Dornach, Switzerland. 2025 is the 100th anniversary of Rudolf Steiner’s death. How does he live on in specific individuals? Sonja Zausch, member of the leadership team of the Section for Inclusive Social Development, gives her answers.


How do people in your field recognize that you are interested in Rudolf Steiner?

I like to ask “Why?” i.e., what is the origin of something, when something upsets me, until I get to the bottom of the matter. That can be very fulfilling in human encounters and also in objective situations. People sometimes find it unusual and relate it to my engagement with Steiner.

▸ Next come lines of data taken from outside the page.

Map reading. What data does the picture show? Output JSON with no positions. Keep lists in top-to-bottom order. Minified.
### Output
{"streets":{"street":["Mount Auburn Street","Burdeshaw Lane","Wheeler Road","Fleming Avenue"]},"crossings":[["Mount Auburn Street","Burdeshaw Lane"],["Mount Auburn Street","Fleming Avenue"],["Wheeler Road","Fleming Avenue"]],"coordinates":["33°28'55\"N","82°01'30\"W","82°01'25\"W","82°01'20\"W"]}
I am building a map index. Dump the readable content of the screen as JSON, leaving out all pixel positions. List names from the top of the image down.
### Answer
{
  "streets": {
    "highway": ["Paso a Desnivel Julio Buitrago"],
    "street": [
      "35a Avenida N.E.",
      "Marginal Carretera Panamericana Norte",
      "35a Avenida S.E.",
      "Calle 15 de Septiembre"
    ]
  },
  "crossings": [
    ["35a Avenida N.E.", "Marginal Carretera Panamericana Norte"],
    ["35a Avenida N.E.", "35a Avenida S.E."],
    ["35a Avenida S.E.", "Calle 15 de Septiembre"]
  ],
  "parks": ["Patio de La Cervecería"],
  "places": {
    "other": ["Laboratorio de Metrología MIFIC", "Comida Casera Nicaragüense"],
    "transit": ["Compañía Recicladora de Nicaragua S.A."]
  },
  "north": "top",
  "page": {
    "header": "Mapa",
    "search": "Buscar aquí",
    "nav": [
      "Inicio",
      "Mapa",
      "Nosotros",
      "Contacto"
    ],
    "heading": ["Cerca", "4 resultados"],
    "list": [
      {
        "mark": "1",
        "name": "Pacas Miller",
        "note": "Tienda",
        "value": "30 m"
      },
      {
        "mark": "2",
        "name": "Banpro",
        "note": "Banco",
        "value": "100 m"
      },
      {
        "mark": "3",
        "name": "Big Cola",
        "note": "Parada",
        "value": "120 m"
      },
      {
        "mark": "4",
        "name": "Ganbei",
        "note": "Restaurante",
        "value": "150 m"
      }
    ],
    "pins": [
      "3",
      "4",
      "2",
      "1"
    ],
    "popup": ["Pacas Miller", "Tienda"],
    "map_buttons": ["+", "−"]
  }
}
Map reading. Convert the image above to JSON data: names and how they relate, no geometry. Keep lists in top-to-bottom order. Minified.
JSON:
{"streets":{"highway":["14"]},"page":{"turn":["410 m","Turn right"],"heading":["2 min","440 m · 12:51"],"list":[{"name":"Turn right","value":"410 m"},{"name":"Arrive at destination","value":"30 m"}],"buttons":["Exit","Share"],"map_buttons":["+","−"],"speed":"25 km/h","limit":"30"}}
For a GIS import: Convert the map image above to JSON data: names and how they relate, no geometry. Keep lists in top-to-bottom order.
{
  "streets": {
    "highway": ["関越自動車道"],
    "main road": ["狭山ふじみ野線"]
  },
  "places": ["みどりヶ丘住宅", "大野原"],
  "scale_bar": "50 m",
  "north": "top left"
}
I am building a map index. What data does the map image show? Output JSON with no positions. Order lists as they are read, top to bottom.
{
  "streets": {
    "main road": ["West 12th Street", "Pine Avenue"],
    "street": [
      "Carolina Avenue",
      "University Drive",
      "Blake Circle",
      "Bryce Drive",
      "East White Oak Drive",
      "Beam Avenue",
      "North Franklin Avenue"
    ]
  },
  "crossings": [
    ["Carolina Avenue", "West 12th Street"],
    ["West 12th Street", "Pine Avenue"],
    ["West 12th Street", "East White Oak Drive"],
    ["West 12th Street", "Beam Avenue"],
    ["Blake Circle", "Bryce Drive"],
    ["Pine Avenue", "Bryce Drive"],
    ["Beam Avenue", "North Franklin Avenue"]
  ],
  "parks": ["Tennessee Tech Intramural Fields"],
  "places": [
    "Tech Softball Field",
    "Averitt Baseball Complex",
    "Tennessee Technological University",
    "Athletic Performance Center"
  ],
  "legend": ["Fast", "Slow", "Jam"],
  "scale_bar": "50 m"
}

Where does anthroposophy irritate you?

Anthroposophy gives me the personal research task of dealing with myself and the world, and I appreciate the confrontation with Steiner’s impulses as an extension of my possible perception and thinking. So it’s a positive irritation!

For which questions of life is anthroposophy particularly important to you?

Where does the soul live? Where does it come from? Why do I react emotionally and psychologically to something? I can explain this psychologically and also expand it karmically—and thus learn to understand myself and others biographically.

What ideas would you like to add to anthroposophy?

To make the spiritual path of anthroposophy open and inclusive—in my field, that means accessibility for people with cognitive limitations—as one more offering among many. That’s what I would wish for.

Where has anthroposophy changed your life?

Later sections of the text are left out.